What I am suggesting to you is you have enormously more, both political support and understanding of the problem, if you stop addressing it in terms of just a special compensatory thing for women. Although there are women who need special compensatory things, and you have to write whatever legislation you are going to which meets their needs; but there is a midlife need which is shared by men as well as women, and you should address yourselves to that if you want the largest support for it.

Now, I think that that costs less. I am not an economist, but I have a sense that it would not be-you know, you have got this educational plan that is being underused. With the jobs that would exist, the money that would be generated if you began to think of different ways of using it, might not be so very costly. But this is for other people to look into as you continue your hearings.

Mr. BURTON. Thank you very much.

The subcommittee is grateful to the next panel of witnesses because they represent expertise which is indispensable to our study. Each of the women who will now testify has been honored by her peers by being selected to serve as a leader and spokesperson. My only regret is that the limitation of time will prevent us from hearing their individual comments in the full length which we would have mutually preferred. But we know they will do their best within the available time. We welcome Cristine Candela, president, Women's Equity Action League; Geraldine Eidson, president, National Federation of Business and Professional Women's Clubs; Dr. Dolores Davis, executive director, National Caucus on the Black Aged; Jane Porcino, cochair, National Action Forum on Older Women; Jane Fleming, executive director, Wider Opportunities for Women; and Olga Madar, president emerita, Coalition of Labor Union Women.

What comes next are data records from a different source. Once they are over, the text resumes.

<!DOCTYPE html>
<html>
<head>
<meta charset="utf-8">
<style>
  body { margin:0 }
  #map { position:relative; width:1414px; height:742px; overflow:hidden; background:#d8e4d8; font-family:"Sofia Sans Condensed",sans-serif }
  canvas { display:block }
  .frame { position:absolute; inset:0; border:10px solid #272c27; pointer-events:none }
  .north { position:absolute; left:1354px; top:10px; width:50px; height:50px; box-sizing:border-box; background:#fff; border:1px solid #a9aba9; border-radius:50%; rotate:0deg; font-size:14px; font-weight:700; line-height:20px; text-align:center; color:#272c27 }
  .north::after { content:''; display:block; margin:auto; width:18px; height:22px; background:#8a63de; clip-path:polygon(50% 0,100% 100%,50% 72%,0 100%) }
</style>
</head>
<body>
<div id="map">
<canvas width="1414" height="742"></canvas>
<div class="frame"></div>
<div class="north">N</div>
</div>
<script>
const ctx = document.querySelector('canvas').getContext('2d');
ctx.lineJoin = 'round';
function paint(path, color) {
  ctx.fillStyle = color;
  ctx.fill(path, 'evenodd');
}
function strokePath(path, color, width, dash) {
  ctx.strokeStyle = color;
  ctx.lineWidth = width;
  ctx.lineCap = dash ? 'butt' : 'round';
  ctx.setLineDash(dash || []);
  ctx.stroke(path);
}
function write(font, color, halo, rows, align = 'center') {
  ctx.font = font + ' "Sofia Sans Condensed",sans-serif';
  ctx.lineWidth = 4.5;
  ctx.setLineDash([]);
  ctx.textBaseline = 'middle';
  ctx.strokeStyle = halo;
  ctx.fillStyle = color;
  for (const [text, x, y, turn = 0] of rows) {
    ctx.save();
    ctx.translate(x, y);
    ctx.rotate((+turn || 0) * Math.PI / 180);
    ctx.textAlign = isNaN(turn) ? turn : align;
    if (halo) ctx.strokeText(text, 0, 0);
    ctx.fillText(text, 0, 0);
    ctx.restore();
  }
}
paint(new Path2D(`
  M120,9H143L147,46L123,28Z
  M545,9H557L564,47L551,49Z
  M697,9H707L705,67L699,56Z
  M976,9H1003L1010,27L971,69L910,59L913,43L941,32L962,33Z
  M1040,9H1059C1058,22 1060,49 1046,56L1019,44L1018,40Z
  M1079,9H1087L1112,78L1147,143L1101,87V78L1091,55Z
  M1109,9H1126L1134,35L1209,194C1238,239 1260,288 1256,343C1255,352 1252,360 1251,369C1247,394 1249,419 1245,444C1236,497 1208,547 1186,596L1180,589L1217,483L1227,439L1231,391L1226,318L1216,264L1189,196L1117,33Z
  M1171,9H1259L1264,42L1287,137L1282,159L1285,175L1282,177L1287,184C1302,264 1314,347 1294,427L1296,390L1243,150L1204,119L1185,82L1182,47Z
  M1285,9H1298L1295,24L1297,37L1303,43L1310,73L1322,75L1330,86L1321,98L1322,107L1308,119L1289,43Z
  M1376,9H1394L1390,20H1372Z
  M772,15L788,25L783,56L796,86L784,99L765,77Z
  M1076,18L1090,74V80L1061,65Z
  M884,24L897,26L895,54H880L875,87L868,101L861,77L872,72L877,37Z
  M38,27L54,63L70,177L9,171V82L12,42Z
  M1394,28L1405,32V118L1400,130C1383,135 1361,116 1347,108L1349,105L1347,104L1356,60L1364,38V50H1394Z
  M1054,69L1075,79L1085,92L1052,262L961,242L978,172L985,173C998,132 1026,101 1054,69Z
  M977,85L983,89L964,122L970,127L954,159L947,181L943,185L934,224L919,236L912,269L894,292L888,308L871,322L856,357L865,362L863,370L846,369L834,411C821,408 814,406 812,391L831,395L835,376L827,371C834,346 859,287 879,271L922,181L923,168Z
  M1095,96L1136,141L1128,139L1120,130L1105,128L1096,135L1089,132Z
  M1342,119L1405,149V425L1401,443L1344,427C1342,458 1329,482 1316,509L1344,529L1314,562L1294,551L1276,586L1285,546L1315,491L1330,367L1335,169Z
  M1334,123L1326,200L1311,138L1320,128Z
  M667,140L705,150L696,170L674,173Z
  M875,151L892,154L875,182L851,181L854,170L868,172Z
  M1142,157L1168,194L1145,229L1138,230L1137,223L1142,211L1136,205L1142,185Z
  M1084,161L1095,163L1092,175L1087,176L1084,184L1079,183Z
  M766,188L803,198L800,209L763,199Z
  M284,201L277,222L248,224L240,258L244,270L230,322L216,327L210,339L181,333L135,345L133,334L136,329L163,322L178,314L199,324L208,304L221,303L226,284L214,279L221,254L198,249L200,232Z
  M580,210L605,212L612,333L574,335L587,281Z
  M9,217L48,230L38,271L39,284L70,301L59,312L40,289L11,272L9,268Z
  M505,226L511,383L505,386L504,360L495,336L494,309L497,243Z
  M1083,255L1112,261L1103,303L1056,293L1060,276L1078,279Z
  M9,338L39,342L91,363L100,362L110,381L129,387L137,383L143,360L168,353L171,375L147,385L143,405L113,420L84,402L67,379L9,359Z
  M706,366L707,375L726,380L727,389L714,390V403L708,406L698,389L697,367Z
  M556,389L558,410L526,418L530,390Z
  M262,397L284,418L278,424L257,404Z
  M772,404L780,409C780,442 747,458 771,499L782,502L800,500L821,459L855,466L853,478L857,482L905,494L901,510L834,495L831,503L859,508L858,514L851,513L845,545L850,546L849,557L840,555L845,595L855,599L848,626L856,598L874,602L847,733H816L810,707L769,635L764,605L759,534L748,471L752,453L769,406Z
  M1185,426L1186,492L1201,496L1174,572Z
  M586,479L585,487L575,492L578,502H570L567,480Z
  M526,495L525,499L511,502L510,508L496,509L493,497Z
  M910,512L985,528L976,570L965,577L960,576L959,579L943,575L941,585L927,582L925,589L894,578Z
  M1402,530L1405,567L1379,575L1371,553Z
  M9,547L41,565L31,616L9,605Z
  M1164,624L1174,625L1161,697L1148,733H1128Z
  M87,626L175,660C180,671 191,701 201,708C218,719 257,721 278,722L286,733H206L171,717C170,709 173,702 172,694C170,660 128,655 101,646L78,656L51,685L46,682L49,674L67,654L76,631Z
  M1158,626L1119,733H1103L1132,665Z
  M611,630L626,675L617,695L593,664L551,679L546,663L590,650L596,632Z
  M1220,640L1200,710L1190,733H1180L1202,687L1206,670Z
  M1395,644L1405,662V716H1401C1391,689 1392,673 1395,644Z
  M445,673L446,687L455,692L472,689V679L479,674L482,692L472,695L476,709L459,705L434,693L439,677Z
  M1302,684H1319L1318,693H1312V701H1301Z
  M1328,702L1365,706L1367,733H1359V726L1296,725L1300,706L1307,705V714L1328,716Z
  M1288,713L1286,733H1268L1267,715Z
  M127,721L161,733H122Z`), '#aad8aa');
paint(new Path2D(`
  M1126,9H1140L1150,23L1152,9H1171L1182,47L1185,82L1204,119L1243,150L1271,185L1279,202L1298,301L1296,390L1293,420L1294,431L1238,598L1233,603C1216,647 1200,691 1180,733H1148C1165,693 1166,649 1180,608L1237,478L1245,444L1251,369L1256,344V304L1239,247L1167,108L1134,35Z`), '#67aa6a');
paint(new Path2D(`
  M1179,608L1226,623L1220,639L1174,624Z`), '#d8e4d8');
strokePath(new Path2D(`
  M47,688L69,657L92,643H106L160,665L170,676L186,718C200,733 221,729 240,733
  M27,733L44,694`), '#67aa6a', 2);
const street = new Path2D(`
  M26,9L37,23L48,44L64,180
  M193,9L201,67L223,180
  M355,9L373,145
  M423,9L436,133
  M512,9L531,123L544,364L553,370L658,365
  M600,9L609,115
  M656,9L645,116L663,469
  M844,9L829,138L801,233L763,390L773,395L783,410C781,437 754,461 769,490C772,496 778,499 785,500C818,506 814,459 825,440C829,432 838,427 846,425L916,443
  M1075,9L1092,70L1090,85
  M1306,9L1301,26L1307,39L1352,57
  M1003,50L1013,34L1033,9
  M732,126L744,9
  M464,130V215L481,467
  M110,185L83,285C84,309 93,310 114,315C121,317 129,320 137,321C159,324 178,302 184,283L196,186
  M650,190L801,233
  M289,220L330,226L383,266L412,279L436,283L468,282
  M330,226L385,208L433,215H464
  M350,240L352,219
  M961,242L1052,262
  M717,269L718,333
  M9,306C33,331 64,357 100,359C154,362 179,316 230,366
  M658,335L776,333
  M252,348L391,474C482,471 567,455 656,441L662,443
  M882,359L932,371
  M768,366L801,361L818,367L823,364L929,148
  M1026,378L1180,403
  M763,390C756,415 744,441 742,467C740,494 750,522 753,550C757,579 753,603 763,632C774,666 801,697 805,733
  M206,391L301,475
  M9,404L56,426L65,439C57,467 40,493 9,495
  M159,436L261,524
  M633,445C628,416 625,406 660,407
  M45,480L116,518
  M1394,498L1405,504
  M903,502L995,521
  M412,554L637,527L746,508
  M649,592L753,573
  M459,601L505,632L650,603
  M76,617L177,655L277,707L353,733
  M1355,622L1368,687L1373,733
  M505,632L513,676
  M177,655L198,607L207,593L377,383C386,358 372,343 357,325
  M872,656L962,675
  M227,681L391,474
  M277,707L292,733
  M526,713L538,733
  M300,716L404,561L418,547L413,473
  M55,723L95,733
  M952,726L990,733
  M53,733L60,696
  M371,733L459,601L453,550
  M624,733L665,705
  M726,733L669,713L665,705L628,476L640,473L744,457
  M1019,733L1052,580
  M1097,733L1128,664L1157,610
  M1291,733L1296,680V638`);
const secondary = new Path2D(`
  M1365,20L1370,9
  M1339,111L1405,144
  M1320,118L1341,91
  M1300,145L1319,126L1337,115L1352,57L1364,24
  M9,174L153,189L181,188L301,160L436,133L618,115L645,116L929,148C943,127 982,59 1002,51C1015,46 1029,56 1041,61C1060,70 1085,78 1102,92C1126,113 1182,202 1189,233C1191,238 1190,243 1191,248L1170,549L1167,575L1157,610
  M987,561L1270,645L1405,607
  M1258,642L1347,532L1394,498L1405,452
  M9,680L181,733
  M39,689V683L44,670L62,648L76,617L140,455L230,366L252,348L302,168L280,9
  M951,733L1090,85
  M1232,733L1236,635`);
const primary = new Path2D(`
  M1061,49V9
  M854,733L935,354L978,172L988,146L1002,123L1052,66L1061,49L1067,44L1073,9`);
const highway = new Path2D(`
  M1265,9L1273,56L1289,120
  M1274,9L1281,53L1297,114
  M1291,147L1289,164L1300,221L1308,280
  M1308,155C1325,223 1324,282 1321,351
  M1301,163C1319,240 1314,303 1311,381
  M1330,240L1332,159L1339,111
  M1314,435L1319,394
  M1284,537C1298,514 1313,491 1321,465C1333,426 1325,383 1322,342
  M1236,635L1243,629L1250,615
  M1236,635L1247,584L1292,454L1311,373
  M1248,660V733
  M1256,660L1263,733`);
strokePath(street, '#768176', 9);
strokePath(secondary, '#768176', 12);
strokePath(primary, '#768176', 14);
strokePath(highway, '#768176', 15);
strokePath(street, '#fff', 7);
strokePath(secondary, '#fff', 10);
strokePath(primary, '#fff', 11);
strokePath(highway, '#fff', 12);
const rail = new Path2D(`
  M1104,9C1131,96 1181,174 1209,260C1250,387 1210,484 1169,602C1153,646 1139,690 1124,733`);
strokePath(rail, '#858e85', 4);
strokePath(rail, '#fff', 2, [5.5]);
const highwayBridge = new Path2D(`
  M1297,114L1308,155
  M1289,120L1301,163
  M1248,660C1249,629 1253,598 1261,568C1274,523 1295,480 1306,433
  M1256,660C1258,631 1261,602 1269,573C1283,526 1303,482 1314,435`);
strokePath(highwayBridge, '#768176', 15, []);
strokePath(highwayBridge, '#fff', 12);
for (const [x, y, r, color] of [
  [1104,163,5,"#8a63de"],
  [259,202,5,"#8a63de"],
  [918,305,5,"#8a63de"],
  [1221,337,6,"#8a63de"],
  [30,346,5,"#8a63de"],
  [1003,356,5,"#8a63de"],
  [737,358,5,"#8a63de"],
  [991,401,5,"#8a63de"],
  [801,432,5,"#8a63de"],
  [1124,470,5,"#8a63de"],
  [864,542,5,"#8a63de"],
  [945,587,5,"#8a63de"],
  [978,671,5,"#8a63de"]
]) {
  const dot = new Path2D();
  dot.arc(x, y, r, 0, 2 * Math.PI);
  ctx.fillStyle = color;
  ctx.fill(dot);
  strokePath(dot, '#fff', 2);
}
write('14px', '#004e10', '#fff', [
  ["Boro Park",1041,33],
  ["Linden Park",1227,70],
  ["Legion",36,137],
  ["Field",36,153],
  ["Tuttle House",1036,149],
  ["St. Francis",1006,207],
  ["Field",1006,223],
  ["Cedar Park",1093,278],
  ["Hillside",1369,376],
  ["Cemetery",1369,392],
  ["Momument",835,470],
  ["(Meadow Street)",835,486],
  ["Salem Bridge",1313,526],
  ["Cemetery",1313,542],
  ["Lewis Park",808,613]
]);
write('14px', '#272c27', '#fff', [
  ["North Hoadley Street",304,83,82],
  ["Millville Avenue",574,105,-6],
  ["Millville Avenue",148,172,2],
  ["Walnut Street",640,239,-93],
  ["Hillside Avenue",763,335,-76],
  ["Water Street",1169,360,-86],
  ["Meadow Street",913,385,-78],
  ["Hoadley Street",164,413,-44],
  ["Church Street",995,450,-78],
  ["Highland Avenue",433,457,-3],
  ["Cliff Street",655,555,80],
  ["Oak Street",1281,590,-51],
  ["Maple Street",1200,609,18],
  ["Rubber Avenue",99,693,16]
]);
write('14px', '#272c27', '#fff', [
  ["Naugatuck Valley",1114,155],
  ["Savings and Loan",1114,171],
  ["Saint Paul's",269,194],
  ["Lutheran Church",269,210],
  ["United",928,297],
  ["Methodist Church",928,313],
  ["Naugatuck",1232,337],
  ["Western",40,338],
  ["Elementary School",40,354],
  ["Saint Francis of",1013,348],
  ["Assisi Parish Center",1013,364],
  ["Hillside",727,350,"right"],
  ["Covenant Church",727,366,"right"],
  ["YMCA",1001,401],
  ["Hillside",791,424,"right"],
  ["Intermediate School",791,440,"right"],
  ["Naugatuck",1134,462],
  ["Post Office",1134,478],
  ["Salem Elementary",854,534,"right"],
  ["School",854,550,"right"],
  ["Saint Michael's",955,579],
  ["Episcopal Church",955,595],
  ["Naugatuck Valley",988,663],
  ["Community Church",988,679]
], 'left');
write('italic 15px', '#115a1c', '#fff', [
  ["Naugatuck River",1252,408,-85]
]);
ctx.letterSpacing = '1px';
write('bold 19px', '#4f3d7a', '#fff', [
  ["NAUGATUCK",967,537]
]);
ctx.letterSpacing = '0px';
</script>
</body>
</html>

We can proceed left to right.

STATEMENT OF CRISTINE CANDELA, PRESIDENT OF WOMEN'S EQUITY ACTION LEAGUE

Ms. CANDELA. Thank you, Chairman Burton.

WEAL is a nationwide women's rights organization founded in 1968, dedicated to improving the social, economic, and legal status of

women.

The main highlight of my report is that the social security system as it exists today is antiquated. It is geared toward a 1930's type family with generally one wage earner. There are several examples that I have provided in my testimony about the kind of problems that arise today as a result of this type of system.

For example, if a woman worked for 2 years before marrying, left the work force to raise her family and then reentered the work force 20 years later, she may end up working another 25 years at a substantially higher salary, but her resulting benefits are quite low. In fact, her benefits as a dependent may be higher than her primary benefit as a salaried worker. This is unfair and it is inequitable since her primary benefit may be lower than a dependent's benefit for which no taxes were paid by an eligible spouse.

A divorced woman has other problems. She may rely solely on a dependent benefit, but is eligible for only a third of the couple's total benefit. If her marriage did not last for 10 years, she is completely ineligible for any benefit at all; prior to 1979, the marriage had to have lasted for 20 years. Moreover, a divorced woman cannot claim her dependent benefits until her husband claims the primary benefit, leaving the spouse dependent on her husband's decision as to when he will retire.

Another type of problem arises when a woman who has been out of the paid work force for more than 5 years receives a serious disability.